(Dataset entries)
..............................

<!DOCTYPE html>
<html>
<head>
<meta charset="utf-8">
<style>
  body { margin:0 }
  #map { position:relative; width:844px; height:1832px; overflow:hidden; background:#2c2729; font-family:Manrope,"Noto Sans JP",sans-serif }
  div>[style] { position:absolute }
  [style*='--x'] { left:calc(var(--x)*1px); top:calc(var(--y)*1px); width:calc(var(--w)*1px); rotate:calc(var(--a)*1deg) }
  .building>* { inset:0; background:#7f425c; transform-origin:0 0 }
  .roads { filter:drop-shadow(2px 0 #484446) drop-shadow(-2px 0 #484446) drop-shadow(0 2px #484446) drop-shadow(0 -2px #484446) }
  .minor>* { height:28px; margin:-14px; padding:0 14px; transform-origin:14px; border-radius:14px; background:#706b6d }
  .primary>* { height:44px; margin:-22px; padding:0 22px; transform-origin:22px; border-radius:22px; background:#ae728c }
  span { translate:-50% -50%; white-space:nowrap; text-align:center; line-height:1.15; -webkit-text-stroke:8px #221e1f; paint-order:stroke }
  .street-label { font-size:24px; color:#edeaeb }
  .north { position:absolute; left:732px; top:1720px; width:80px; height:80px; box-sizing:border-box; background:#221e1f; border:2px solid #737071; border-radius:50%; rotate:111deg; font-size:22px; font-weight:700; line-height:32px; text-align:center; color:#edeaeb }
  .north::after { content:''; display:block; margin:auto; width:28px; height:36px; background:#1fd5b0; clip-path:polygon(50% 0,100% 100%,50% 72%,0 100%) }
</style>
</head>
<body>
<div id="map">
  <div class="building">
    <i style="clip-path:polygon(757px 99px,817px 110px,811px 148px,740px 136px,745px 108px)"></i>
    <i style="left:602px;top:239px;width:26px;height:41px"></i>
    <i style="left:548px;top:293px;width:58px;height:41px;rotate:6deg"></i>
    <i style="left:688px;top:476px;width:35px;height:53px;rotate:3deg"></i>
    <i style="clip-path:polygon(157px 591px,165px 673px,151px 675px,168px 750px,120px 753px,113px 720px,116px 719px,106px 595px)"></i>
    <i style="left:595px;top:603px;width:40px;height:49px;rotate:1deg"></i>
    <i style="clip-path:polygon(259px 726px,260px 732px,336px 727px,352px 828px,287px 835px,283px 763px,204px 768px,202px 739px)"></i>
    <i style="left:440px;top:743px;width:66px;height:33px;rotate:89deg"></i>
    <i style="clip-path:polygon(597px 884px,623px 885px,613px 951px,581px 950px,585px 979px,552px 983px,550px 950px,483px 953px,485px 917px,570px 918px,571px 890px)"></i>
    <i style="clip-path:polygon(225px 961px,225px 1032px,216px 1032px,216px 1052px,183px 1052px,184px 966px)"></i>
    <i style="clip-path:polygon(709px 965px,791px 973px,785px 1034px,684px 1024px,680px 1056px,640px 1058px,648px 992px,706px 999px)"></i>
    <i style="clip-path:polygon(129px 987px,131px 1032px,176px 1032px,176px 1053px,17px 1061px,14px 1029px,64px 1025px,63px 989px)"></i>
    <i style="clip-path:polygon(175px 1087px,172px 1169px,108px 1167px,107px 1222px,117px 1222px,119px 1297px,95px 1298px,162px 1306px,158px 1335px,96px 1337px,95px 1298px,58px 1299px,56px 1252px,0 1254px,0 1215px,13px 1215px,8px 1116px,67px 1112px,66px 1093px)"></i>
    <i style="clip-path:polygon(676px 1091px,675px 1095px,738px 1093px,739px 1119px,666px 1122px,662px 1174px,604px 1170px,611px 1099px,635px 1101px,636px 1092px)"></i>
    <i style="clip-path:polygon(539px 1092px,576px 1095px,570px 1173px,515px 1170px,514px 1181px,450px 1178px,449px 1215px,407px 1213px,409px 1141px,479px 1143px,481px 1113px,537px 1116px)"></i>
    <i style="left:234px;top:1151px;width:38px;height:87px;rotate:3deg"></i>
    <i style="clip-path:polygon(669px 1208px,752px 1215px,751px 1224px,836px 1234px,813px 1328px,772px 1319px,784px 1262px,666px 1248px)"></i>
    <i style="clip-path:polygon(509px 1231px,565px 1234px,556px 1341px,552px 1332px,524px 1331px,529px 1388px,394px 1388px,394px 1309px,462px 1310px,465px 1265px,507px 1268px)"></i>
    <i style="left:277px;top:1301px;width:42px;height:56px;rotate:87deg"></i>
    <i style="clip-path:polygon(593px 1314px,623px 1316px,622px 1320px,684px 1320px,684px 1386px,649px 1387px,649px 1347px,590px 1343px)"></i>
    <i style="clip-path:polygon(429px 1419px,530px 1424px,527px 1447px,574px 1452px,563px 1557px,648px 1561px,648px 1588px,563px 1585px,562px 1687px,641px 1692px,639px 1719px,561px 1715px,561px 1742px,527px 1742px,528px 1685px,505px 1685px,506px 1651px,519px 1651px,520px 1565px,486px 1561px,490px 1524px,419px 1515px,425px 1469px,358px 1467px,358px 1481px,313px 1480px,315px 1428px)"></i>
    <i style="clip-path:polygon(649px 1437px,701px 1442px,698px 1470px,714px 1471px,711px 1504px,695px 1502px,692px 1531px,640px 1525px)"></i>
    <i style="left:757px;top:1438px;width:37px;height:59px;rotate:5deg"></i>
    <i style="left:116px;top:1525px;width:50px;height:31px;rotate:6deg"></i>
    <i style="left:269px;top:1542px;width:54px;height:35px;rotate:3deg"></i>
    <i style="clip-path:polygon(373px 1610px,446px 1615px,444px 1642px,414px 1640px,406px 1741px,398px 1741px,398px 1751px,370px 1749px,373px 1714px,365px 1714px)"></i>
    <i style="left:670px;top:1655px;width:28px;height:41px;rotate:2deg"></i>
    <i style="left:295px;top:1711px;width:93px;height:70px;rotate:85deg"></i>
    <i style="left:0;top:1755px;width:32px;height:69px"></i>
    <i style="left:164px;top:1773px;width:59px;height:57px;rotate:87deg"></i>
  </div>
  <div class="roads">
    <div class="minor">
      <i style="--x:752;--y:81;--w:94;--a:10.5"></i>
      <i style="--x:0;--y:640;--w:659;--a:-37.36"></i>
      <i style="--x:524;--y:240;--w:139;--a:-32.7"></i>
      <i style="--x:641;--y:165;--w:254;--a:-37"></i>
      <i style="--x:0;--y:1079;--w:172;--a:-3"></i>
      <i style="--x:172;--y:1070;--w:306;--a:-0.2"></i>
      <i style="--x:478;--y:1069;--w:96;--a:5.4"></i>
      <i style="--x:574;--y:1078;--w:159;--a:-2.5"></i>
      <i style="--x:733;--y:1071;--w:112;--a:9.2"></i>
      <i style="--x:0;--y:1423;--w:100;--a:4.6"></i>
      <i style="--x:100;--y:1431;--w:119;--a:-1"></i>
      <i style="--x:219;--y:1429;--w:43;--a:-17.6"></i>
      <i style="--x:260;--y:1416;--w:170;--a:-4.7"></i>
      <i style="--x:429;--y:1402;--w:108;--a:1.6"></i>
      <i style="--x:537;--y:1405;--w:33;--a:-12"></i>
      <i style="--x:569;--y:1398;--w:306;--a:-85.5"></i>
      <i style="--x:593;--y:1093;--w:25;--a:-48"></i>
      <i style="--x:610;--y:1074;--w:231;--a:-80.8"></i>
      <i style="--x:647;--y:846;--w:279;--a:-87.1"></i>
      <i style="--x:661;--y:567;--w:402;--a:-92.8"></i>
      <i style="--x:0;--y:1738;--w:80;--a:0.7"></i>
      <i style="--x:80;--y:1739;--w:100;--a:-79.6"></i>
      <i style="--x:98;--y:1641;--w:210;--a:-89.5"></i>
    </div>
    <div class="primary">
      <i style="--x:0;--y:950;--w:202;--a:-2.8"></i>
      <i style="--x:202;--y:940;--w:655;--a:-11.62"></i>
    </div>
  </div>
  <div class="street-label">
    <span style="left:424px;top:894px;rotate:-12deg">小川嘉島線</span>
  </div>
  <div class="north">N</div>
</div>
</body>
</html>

..............................

## EXERCISE DESCRIPTION
Retype exactly the lines of the data above that fall between the line with "position:relative; width:844px; height:1832px;" and the line with "filter:drop-shadow(2px 0 #484446)", inclusive, and add nothing.

## EXERCISE SOLUTION
  #map { position:relative; width:844px; height:1832px; overflow:hidden; background:#2c2729; font-family:Manrope,"Noto Sans JP",sans-serif }
  div>[style] { position:absolute }
  [style*='--x'] { left:calc(var(--x)*1px); top:calc(var(--y)*1px); width:calc(var(--w)*1px); rotate:calc(var(--a)*1deg) }
  .building>* { inset:0; background:#7f425c; transform-origin:0 0 }
  .roads { filter:drop-shadow(2px 0 #484446) drop-shadow(-2px 0 #484446) drop-shadow(0 2px #484446) drop-shadow(0 -2px #484446) }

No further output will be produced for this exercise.